Tak berhenti sampai di situ, Jokowi juga merestui usulan Tito untuk mengangkat Komjen Suhardi Alius sebagai Kepala Badan Nasional Penanggulangan Terorisme (BNPT). Padahal, Suhardi yang juga dikenal sebagai perwira cemerlang, sempat “masuk kotak”, ketika terjadi perseteruan di tubuh Polri di masa-masa awal pemerintahan Jokowi.

Boleh dibilang, pengangkatan kedua perwira tinggi polisi ini berjalan mulus, tanpa hambatan berarti dari para politisi. Keberhasilan ini pun menjadi penanda kedua keberhasilan konsolidasi politik Jokowi. Pujian pun banyak mengalir.

Kebijakannya ini bahkan dipandang sebagai langkah “cerdas” untuk mengamankan loyalitas korps Kepolisian kepada Presiden dalam jangka waktu cukup panjang. Mengingat, Tito tak dikejar masa pensiun dan bukan sosok “titipan” dari siapa pun.

Pinangan Lama buat Sri

Kini, lagi-lagi hanya berselang sebulan, kejutan kembali dibuat Jokowi. Pengangkatan sejumlah wakil partai dalam kabinet—termasuk Jenderal Wiranto sebagai Menko Politik, Hukum, dan Keamanan yang banyak menuai kritik—memang sudah diduga sebelumnya. Tapi, soal masuknya Sri ke kabinet di luar dugaan.

Spekulasi baru muncul ketika Sri datang ke Jakarta dan berbicara di sebuah forum di Universitas Indonesia, hanya sehari sebelum kabinet baru diumumkan. Di forum itu, Sri sempat memuji dua kebijakan ekonomi pemerintahan Jokowi. Pertama, percepatan pembangunan infrastruktur. Kedua, 12 paket kebijakan untuk mengatasi hambatan perdagangan dan investasi.

(Baca: Sri Mulyani Memuji Dua Kebijakan Pemerintahan Jokowi)

Jika ditilik ke belakang, sesungguhnya “pinangan” Jokowi ke Sri memang sudah disiratkannya sejak lama. Bahkan sejak pemilihan calon Wakil Presiden dan pembentukan kabinet baru pada Oktober 2014, Sri sudah masuk radar.

Untuk Wakil Presiden, pilihan akhirnya jatuh ke tangan Jusuf Kalla. Sedangkan untuk kabinet, rencananya Sri diplot menduduki kursi Menko Perekonomian. Saat itu, sejumlah sumber menceritakan bahwa Sri sudah sempat beberapa kali bertemu dengan Jokowi.

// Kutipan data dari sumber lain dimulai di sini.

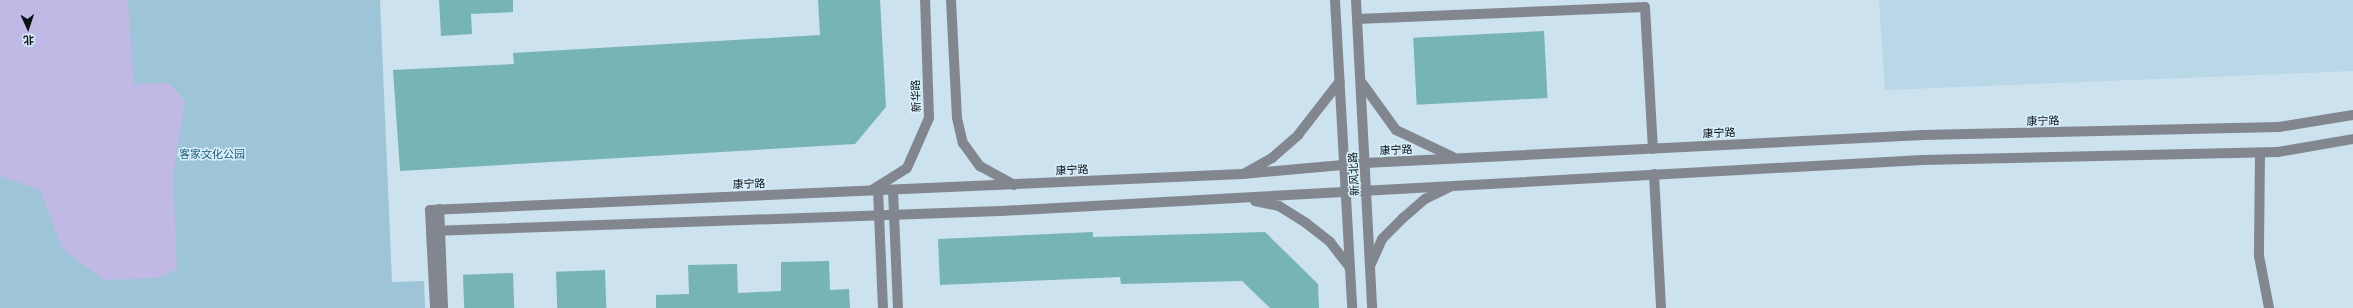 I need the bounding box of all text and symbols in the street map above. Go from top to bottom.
north arrow [8,8,48,48]
text: 北 [23,34,34,46]
street label: 新华路 [909,79,923,113]
street label: 康宁路 [2026,114,2060,128]
street label: 康宁路 [1702,126,1736,140]
street label: 康宁路 [1379,143,1413,157]
park label: 客家文化公园 [179,147,245,161]
street label: 新风北路 [1346,152,1362,196]
street label: 康宁路 [1055,163,1089,177]
street label: 康宁路 [732,177,766,191] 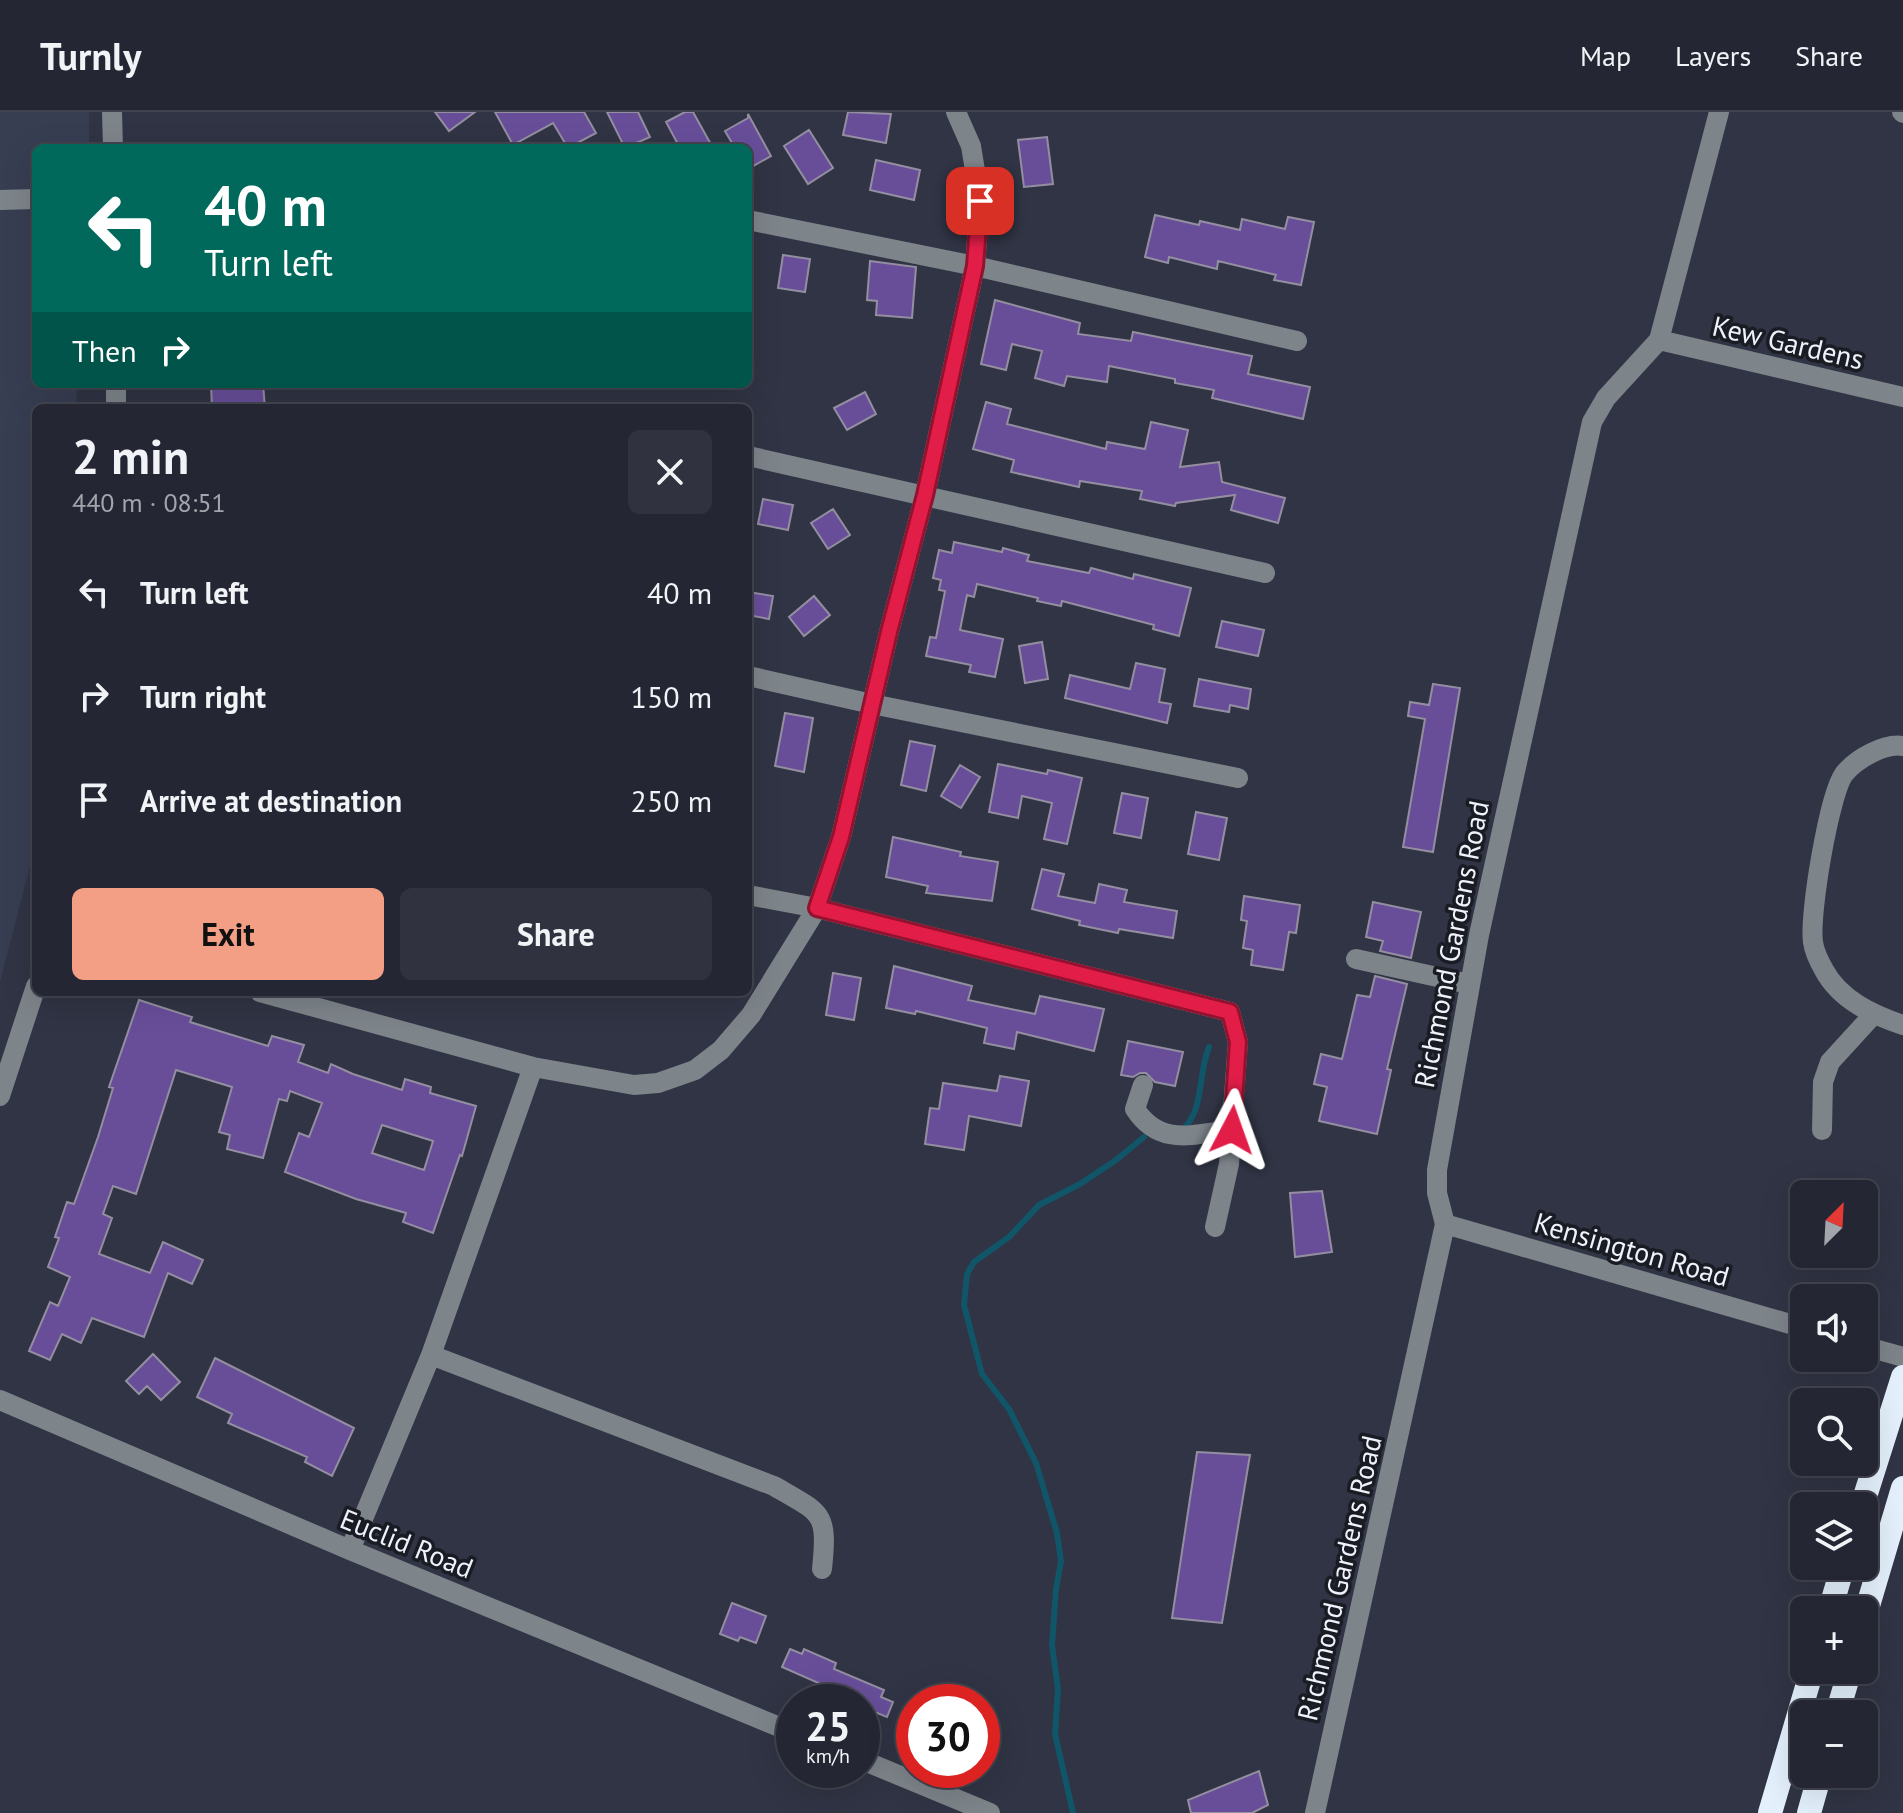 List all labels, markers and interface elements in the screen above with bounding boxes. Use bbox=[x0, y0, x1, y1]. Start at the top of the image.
text: Turnly bbox=[40, 31, 141, 80]
text: Map bbox=[1580, 37, 1631, 74]
text: Layers bbox=[1675, 37, 1751, 74]
text: Share bbox=[1795, 37, 1863, 74]
pin bbox=[946, 167, 1014, 235]
text: 40 m bbox=[204, 169, 327, 241]
icon: left bbox=[72, 176, 176, 280]
icon: arrive bbox=[958, 179, 1002, 223]
text: Turn left bbox=[204, 239, 333, 286]
street label: Kew Gardens bbox=[1709, 307, 1867, 377]
icon: right bbox=[153, 328, 197, 372]
text: Then bbox=[72, 331, 137, 370]
text: 2 min bbox=[72, 425, 189, 487]
button: close bbox=[628, 430, 712, 514]
text: 440 m · 08:51 bbox=[72, 486, 226, 519]
icon: left bbox=[72, 570, 116, 614]
text: Turn left bbox=[140, 573, 248, 612]
text: 40 m bbox=[647, 573, 712, 612]
icon: right bbox=[72, 674, 116, 718]
text: Turn right bbox=[140, 677, 266, 716]
text: 150 m bbox=[631, 677, 712, 716]
icon: arrive bbox=[72, 778, 116, 822]
text: Arrive at destination bbox=[140, 781, 402, 820]
text: 250 m bbox=[631, 781, 712, 820]
street label: Richmond Gardens Road bbox=[1405, 797, 1497, 1091]
button: Exit bbox=[72, 888, 384, 980]
button: Share bbox=[400, 888, 712, 980]
position arrow bbox=[1190, 1088, 1274, 1172]
north arrow bbox=[1790, 1180, 1878, 1268]
map controls bbox=[1790, 1180, 1878, 1788]
street label: Kensington Road bbox=[1530, 1203, 1734, 1295]
button: sound bbox=[1790, 1284, 1878, 1372]
button: search bbox=[1790, 1388, 1878, 1476]
street label: Richmond Gardens Road bbox=[1288, 1432, 1390, 1724]
button: layers bbox=[1790, 1492, 1878, 1580]
street label: Euclid Road bbox=[335, 1500, 479, 1586]
button: + bbox=[1790, 1596, 1878, 1684]
speed limit sign: 30 bbox=[896, 1684, 1000, 1788]
text: 25 bbox=[805, 1700, 851, 1752]
button: − bbox=[1790, 1700, 1878, 1788]
text: km/h bbox=[806, 1743, 850, 1769]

“Restu” pun sudah dikantongi dari Megawati, yang sempat melakukan pertemuan dengan Sri hampir tiga jam lamanya. Persoalannya kemudian, ia meminta adanya dukungan politik yang riil agar kerjanya kelak bisa berjalan efektif.

Syarat ini diajukannya lantaran ia “kapok” direcoki para politisi dalam kasus Bank Century, yang membuatnya terpental dari kabinet. Dukungan politik setengah hati dari Presiden Susilo Bambang Yudhoyono, telah membuat dirinya dan Wapres Boediono menjadi bulan-bulanan para politisi Senayan.

Syarat ini yang kabarnya berat dipenuhi oleh Jokowi, dan tidak ada sinyal tegas dari PDI-P. Jokowi pun kabarnya tidak secara langsung meminta Sri masuk kabinet, meski kode sudah dibunyikan oleh Deputi Ketua Tim Transisi Jokowi-JK Eko Sanjoyo saat itu. “Kalau Ibu Sri,  leadership-nya bagus,” ujar Eko, yang kini baru diangkat menjadi Menteri Desa.

Sri lantas menolak secara halus tawaran Presiden Jokowi. Menurut salah seorang sumber, alasan Sri saat itu, ia masih harus menyelesaikan masa kontrak kerjanya di Bank Dunia.

(Baca: Jokowi Pertimbangkan Duet Sri Mulyani-Chatib Basri)

Nama Sri lantas kembali digadang-gadang bakal masuk kabinet, ketika berhembus kencang isu bakal adanya perombakan kabinet jilid I pada Juli 2015. Saat itu, Sri dan Rizal Ramli termasuk calon yang dipertimbangkan untuk masuk tim ekonomi. Selain untuk pos Menko Perekonomian, Sri juga diplot memegang jabatan Menteri Keuangan.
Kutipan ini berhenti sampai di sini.